Address-based Householding¶
A household is a group of people who share a physical address and possibly other attributes. For example: a shared device or network, a shared last name, a shared phone number. Householding is a process that identifies a unique household in a data set.
Address-based householding is a process that standardizes addresses, pairs them with a last name, and then assigns that pair a Household ID.
A Household ID is a universally unique identifier (UUID) that uniquely identifies the combination of a standardized address and a last name.
Note
This topic describes address-based householding as a starting point. An implementation of address-based householding can vary significantly from tenant to tenant, depending on the
Type and number of data sources
Number of addresses
Types of direct mail campaigns that will be based on the results
along with other dependencies that may be tenant-specific.

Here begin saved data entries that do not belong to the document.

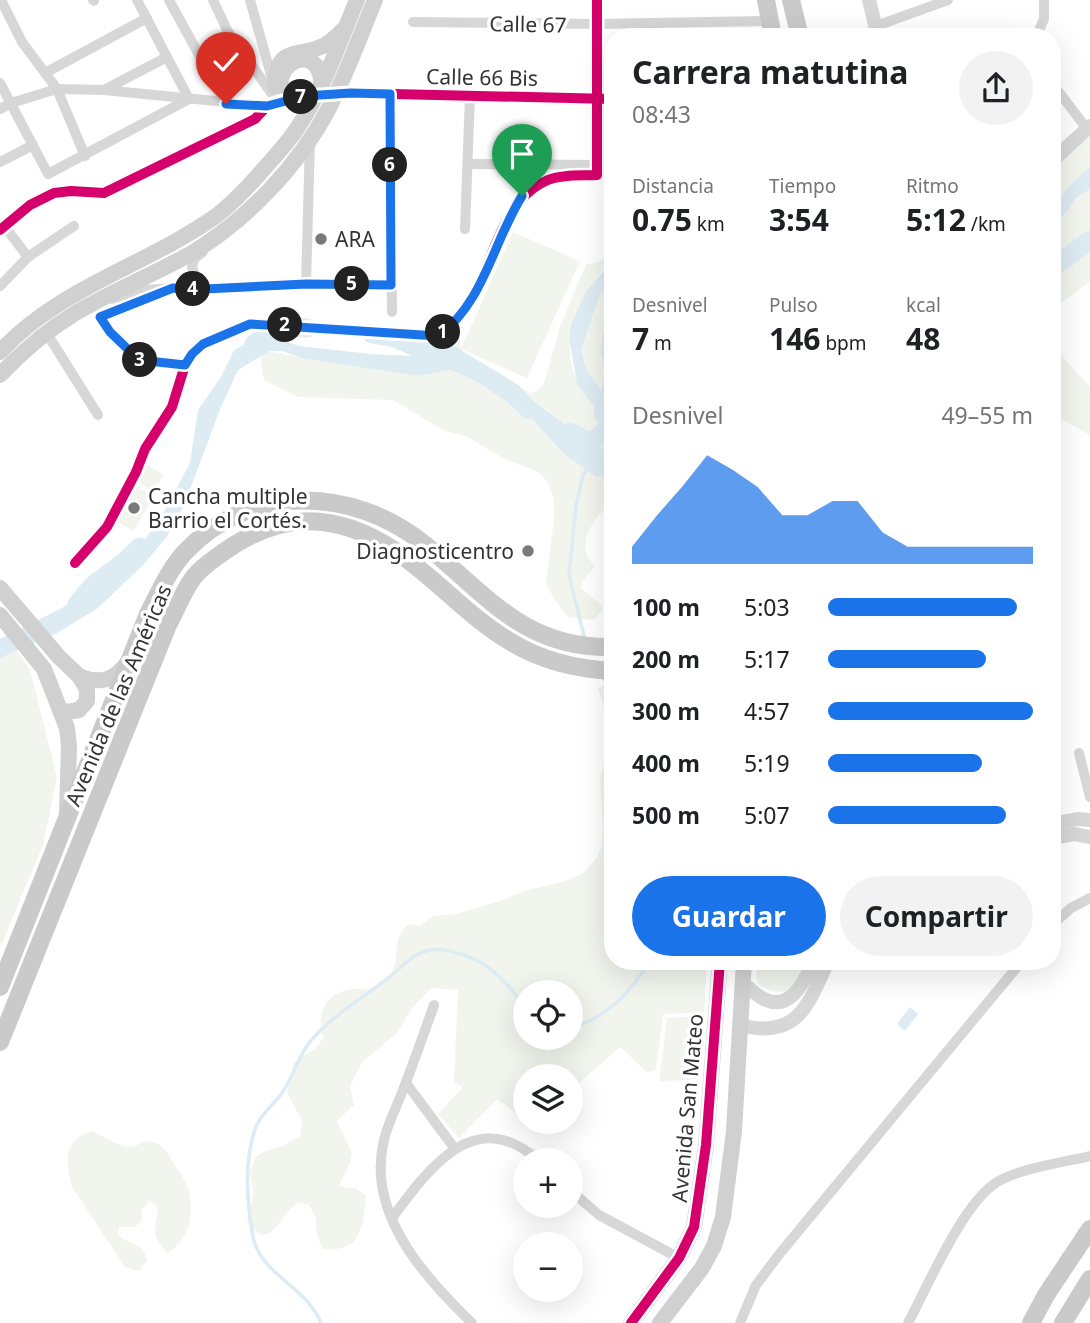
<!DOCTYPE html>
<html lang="es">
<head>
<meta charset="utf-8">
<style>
  :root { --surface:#fff; --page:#f2f2f2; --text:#202124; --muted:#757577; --accent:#1a73e8 }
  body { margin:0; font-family:"Noto Sans",sans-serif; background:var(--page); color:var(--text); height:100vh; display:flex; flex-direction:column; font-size:26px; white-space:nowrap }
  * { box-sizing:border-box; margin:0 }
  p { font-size:23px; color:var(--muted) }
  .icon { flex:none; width:38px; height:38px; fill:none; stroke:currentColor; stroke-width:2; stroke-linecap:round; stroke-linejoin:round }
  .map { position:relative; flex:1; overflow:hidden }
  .details { position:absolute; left:604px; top:28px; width:457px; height:942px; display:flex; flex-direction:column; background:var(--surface); border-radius:28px; box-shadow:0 7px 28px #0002 }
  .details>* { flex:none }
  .buttons { position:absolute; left:513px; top:980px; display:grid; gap:14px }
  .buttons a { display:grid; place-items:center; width:70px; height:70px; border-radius:50%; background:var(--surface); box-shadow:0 7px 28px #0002; font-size:35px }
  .pin { position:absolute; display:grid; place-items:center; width:60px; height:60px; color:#fff; margin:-72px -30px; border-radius:50% 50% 50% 0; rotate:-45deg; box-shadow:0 0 7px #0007 }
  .pin .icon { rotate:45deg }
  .km { position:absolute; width:35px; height:35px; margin:-18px; border-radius:50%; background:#222; color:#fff; font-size:19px; line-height:35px; text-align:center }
  .round { display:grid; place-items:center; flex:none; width:74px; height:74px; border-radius:37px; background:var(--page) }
  .head { display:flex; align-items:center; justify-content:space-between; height:119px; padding:0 28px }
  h1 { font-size:32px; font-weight:700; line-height:52px }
  .stats { display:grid; grid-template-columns:repeat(3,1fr); gap:10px; height:119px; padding:7px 28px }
  .stats div { display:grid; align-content:center }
  .stats b { font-size:30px; font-weight:700 }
  .stats small { font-size:19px; font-weight:400 }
  .stats p { font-size:19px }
  .chart { height:196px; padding:14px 28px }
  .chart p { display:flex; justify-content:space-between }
  .chart svg { width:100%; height:126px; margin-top:7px; fill:var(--accent); opacity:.7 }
  .button { display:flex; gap:14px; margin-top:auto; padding:14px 28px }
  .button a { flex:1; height:80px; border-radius:42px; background:var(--accent); color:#fff; font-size:28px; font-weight:700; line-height:80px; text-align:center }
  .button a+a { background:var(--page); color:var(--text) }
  ul { padding:0 28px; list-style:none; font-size:23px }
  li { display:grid; grid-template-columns:112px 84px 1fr; align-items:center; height:52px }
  li i { height:18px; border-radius:9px; background:var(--accent) }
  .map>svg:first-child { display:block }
</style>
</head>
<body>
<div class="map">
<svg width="1090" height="1323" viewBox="0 0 1090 1323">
  <rect width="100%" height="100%" fill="#fff"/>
  <g fill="#f1f5ed" fill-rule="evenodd">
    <polygon points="1090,126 1090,167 1074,181 1052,207 1052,161"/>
    <path d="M1090 189V281L1052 310C1052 261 1044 221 1090 189Z"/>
    <path d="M513 232 580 261 527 378 461 349 471 361 505 381 524 390 531 393 536 391 544 384 560 327 586 264C604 263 608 256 606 239L612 236V260C581 291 558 338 577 382 583 396 602 410 612 422V454C586 443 566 424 544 408 533 400 521 397 510 390 485 376 457 351 426 356L424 351 426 346 438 345 454 333 460 337 461 349Z"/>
    <path d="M612 279C612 298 604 314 605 334 606 342 609 347 612 355 616 368 612 390 612 405L587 371 581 350 599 296Z"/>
    <polygon points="1052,345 1090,387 1090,435 1052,414"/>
    <path d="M259 350 418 376 449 370 476 381 532 419 565 455 595 476 612 478V502C600 513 581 533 586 552 587 558 592 561 594 567L582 581 581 588 601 605 602 611 594 620 569 618 554 599 546 583 554 520V499L547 481 537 471 506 460 466 436 445 431 393 400 298 397 264 380Z"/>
    <polygon points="148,465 164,475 153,492 138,482"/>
    <polygon points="135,485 154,497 133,531 114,519"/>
    <polygon points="17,651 30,670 57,777 43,845 0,948 0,657"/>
    <path d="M612 680V961H707L704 1012 663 1014 656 1070 647 1072 620 1047 571 1090 570 1076H525V1102L516 1113 497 1099 459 1138 438 1114 463 1087 454 1082 458 990 431 988 411 1009 397 1033 362 1062 350 1086 354 1105 337 1121 352 1153 350 1163 339 1185 346 1188H356L366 1196C363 1228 361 1253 322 1249L316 1230V1217L309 1205 298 1202C280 1214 267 1258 247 1219L254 1193 249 1173 256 1157 265 1151 283 1146 300 1136 302 1121 287 1093 294 1062 317 1047 323 1038C317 1014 324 993 352 989 361 988 371 992 379 987 404 971 392 947 401 932 403 929 406 927 408 924L419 926 433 916 456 914 501 901 524 891 562 882 582 874 596 859 601 847 603 829 600 778 606 758 605 741 609 722 598 689ZM525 992H570V1038H525Z"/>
    <path d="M756 961H808L788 991C775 993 767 991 757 983Z"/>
    <polygon points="701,1016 697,1079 659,1082 667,1018"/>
    <path d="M91 1131C103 1135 120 1148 131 1147 139 1146 147 1138 156 1143 165 1147 169 1155 173 1163 177 1169 182 1175 185 1181 196 1207 192 1237 168 1253 151 1236 154 1232 158 1209L150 1201 141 1210 142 1221 135 1227H119L118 1234C130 1248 141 1238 147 1260L139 1271 125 1267 72 1187C65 1161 64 1141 91 1131Z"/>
  </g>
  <g fill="#ddebf3">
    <polygon points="1090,167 1090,189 1077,198 1060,220 1052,243 1052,207 1074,181"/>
    <polygon points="612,260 612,279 599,296 581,350 587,371 612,405 612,422 592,404 577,384 569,337 572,322 586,292"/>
    <polygon points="257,337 273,337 299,346 371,354 411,356 440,354 453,357 512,392 532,400 591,443 612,453 612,478 595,476 565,455 532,419 476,381 450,370 418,376 302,358 282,351 270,351 238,370 221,407 185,503 168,535 143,565 98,608 57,633 0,658 0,639 62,608 123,563 140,547 165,510 190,463 198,410 221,377 234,350"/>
    <polygon points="910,1007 918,1014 905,1031 897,1024"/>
  </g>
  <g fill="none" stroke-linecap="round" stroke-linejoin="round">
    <g stroke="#ddebf3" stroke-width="3.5">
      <polyline points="585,640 569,575 576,506 583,475 588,468"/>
      <polyline points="602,676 612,691"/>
      <path d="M570 1028C605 1019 633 991 649 961"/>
      <path d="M321 1323C308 1288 260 1274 253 1237 247 1204 244 1165 254 1132 260 1112 278 1103 287 1085 294 1072 300 1055 309 1043 330 1017 361 999 387 979 400 969 413 953 430 950 450 947 479 959 494 972 507 985 520 995 525 1014"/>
    </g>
    <g stroke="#ddebf3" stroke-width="19">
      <polyline points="1052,266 1064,260 1090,240"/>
      <polyline points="372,334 395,338 427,352 426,356 451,355 512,392 528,409"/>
      <polyline points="612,336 610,352 612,356"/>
      <path d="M253 346 256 342C276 336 287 325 307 328"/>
      <polyline points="570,432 591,443 607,429 611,420 603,413 611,395 612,382"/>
      <polyline points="77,604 93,585 123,563 140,547"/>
    </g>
    <g stroke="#d7d7d7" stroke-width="10">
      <polyline points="1,0 22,42 57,89 85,156"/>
      <polyline points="93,0 94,1"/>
      <polyline points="137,0 189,99"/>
      <polyline points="169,0 226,104"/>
      <polyline points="213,0 227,30 274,97"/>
      <polyline points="250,0 273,82"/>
      <polyline points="413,22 597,24 770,21"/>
      <polyline points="876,26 948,0"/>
      <polyline points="1036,37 1044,19 1044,0"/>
      <polyline points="45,73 147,18"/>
      <polyline points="0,83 48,174 189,99"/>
      <polyline points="1052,83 1087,129"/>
      <polyline points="104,90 167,57"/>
      <polyline points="351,93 612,99"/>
      <polyline points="390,94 392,312"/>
      <polyline points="0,109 11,103 57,89 104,90 267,106"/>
      <polyline points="0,162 33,145"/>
      <polyline points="469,164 597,165"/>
      <polyline points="5,227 28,257"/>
      <polyline points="465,229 470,95"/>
      <polyline points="0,230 30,205 54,193 71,191 104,193 255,119 267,106 305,96"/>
      <polyline points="203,252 194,259 192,267 198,283 206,289"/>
      <polyline points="306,284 310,140"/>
      <polyline points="0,286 28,257 74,226"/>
      <polyline points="166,292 100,317 110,333 139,360 185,365"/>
      <polyline points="112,299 145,290 173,288 206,289 306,284 391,285"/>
      <polyline points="46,332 98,415"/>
      <path d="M75 563 107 527 136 472 145 449 172 407 185 365 193 353 203 344 250 324 438 336C453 326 466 312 474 296 494 257 503 199 548 180 563 174 581 176 597 175V0"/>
      <polyline points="1079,753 1090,797"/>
      <polyline points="1052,925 1071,908 1090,898"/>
      <path d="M434 1005C424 1033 414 1062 403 1090 397 1106 388 1123 384 1140 366 1213 424 1277 472 1323"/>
      <polyline points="406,1083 455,1149"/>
      <polyline points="570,1190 599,1215 679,1258"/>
      <path d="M392 1218C429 1168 475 1104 538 1160"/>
      <polyline points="740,1323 756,1285 781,1252 1022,961"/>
      <path d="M908 1323C928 1286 962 1204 997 1182 1018 1169 1064 1162 1090 1156"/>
    </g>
    <g stroke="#d7d7d7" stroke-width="14">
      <polyline points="869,0 878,37"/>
      <polyline points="1052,161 1090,126"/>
      <polyline points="1052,824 1077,819 1090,820"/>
      <polyline points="1052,838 1074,834 1090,837"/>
      <path d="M743 983C750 988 757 997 766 1000 792 1011 805 979 814 961"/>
      <path d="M740 1025C797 1040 808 1006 828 961"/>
    </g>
    <g stroke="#d0d0d0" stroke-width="16">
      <path d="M275 87C276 43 299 59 325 45 332 41 338 35 343 30"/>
      <path d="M285 100C283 94 280 86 281 79 287 54 322 50 321 85"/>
      <path d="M0 352C58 288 147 265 216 216 233 203 248 187 262 171 273 158 286 145 296 130 323 91 339 43 357 0"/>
      <path d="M0 375C22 352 46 331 74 314 112 291 153 275 192 253 248 219 299 165 329 108 347 73 360 36 375 0"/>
      <polyline points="0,588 59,657 79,676 87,689 87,701 79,710 67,712 60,709"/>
      <polyline points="0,615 44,669 67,728 69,746 67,813"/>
      <path d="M79 676C100 685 115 680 128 662"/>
      <polyline points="631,1323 679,1258 694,1227 706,1145 720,961"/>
      <polyline points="660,1323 702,1268 714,1246 723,1217 734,1131 744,961"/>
    </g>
    <g stroke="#cacaca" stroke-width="18">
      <polyline points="766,0 773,37"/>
      <polyline points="791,0 800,37"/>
      <path d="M0 987 148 614C159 593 169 569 186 551 251 483 352 487 423 543 485 593 523 649 612 647"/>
      <path d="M0 1042 168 625C176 610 183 592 193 578 202 566 214 559 225 551 282 511 336 512 394 550 435 577 468 617 511 642 542 661 577 669 612 671"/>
      <polyline points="1031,1323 1046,1295 1090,1229"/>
      <polyline points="1063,1323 1090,1279"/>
    </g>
    <polyline stroke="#d7d7d7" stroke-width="10" points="305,96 351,93"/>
    <g stroke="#fff" stroke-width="15">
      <g id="cycleway">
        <polyline points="0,230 30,205 54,193 71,191 104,193 255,119 267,106 278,102 305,96 351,93 612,99"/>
        <path d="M75 563 107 527 136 472 145 449 172 407 185 365 193 353 203 344 250 324 438 336C453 326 466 312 474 296 494 257 503 199 548 180 563 174 581 176 597 175V0"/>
        <polyline points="631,1323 679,1258 694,1227 706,1145 720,961"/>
      </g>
    </g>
    <use href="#cycleway" stroke="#d6006c" stroke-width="10"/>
  </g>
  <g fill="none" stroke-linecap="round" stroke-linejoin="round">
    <g stroke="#fff" stroke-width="14">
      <path id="route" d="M226 104 267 106 305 96 351 93 390 94 391 285 306 284 205 289 173 288 100 317 110 332 139 360 185 365 192 354 203 344 250 324 438 336C484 303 493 242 522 196"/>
    </g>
    <use href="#route" stroke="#1a73e8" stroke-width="9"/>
  </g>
  <g fill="#7a7a7a" stroke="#fff" stroke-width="2.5">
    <circle cx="321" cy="239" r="7"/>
    <circle cx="134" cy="508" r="7"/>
    <circle cx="528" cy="551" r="7"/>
  </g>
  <g text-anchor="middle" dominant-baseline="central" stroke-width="7" stroke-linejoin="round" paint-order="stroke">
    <g font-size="21" fill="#333" stroke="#fff">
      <text transform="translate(528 24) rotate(1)">Calle 67</text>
      <text transform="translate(482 77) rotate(1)">Calle 66 Bis</text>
      <text transform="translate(118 695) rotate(-67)">Avenida de las Américas</text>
      <text transform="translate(687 1108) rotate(-85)">Avenida San Mateo</text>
    </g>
    <g font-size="21" fill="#333" stroke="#fff" text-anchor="start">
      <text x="335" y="239">ARA</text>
      <text x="148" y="496">Cancha multiple<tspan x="148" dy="24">Barrio el Cortés.</tspan></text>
      <text x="514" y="551" text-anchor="end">Diagnosticentro</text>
    </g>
  </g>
</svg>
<div class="buttons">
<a><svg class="icon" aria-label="locate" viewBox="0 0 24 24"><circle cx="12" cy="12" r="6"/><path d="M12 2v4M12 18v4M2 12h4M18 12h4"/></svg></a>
<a><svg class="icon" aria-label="layers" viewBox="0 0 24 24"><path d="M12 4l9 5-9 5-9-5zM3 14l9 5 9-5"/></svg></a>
<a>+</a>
<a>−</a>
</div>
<div class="pin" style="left:522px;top:196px;background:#1e9e55"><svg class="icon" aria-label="arrive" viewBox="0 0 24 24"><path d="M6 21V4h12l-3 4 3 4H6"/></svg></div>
<div class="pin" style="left:226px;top:104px;background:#d93025"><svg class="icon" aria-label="check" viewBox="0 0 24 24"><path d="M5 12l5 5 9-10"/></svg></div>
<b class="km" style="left:443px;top:332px">1</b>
<b class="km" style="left:285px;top:325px">2</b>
<b class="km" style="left:140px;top:360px">3</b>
<b class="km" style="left:193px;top:289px">4</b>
<b class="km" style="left:352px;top:284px">5</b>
<b class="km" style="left:390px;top:165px">6</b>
<b class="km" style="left:301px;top:97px">7</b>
<section class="details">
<div class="head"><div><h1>Carrera matutina</h1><p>08:43</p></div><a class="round"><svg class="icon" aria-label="share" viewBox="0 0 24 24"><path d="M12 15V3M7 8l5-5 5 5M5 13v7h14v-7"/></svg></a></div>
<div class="stats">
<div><p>Distancia</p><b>0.75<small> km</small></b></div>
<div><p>Tiempo</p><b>3:54</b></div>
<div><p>Ritmo</p><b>5:12<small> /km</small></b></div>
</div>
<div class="stats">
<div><p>Desnivel</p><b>7<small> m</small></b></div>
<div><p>Pulso</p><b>146<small> bpm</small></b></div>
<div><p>kcal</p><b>48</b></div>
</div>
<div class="chart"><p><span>Desnivel</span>49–55 m</p>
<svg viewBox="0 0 160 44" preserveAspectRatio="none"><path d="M0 44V38L10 27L20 17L30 6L40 11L50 17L60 27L70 27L80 22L90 22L100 33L110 38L120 38L130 38L140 38L150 38L160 38V44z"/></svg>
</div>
<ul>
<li><b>100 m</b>5:03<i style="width:92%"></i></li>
<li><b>200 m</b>5:17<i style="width:77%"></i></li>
<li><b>300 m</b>4:57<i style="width:100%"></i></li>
<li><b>400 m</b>5:19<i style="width:75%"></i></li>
<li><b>500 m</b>5:07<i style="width:87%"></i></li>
</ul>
<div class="button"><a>Guardar</a><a>Compartir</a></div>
</section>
</div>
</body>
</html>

Please discuss address-based householding with your Amperity representative prior to adding it so they can help the scope and level of detail that may be required for your tenant.
How it works¶
Address-based householding is built upon the results of the Merged_Customers table. This enables address-based householding the ability to use the results of individual identity resolution that was performed by Amperity (and built into the Merged_Customers table). Apply the results of address-based householding to campaigns that rely on physical addresses, such as direct mail campaigns, to ensure that a single household gets a single piece of direct mail, even when multiple unique individuals reside within the same household.
Tip
Address-based householding can be improved when used alongside standardization provided by national change of address (NCOA) and coding accuracy support system (CASS).
National Change of Address (NCOA) is a secure dataset of approximately 160 million permanent change-of-address (COA) records consisting of the names and addresses of individuals, families, and businesses who have filed a change-of-address with the United States Postal Service (USPS).
Coding accuracy support system (CASS) is an address standardization concept that helps clean address to make them more effective for direct mail campaigns.
The process for enabling address-based householding includes:
Reviewing the Merged_Customers table to identify any tenant-specific behaviors within the table that may need to be considered when extending Amperity for address-based householding.
Reviewing the bad-values blocklist to identify any tenant-specific behaviors within the blocklist workflow and to identify the name of the domain table associated with the bad-values blocklist feed.
Adding a Merged_Households table to the customer 360 database
Building segments that use the Household ID, which is a UUID that is available to segments from the Merged_Households table.
Sending segment results to any downstream process.
Tip
Additional use cases for address-based householding include:
Joining the Merged_Households table to the Customer_360 table to add the
household_id
andhousehold_size
fields. This makes them available as profile attributes.Using a common table expression (CTE) to flag a single individual that is associated with an address as the primary contact.
Adding a Household_360 table. This is similar to the Customer_360 table and can merge values down to a single row per Household ID. This enables the use of summary attributes, such as identifying household lifetime value.
Add feed for address standardization¶
Address standardization starts as a feed that loads a CSV file that contains a list of address variations for state and street names. Download a copy of the address-standardization.csv file to your local computer, and then upload that file to Amperity when adding the feed.
To add a feed for address standardization
From the Sources tab, click Add Feed. This opens the Add Feed dialog box.
Under Data Source select Create new source, and then enter the name for the source: LookupTables.
Use AddressStandardization as the feed name.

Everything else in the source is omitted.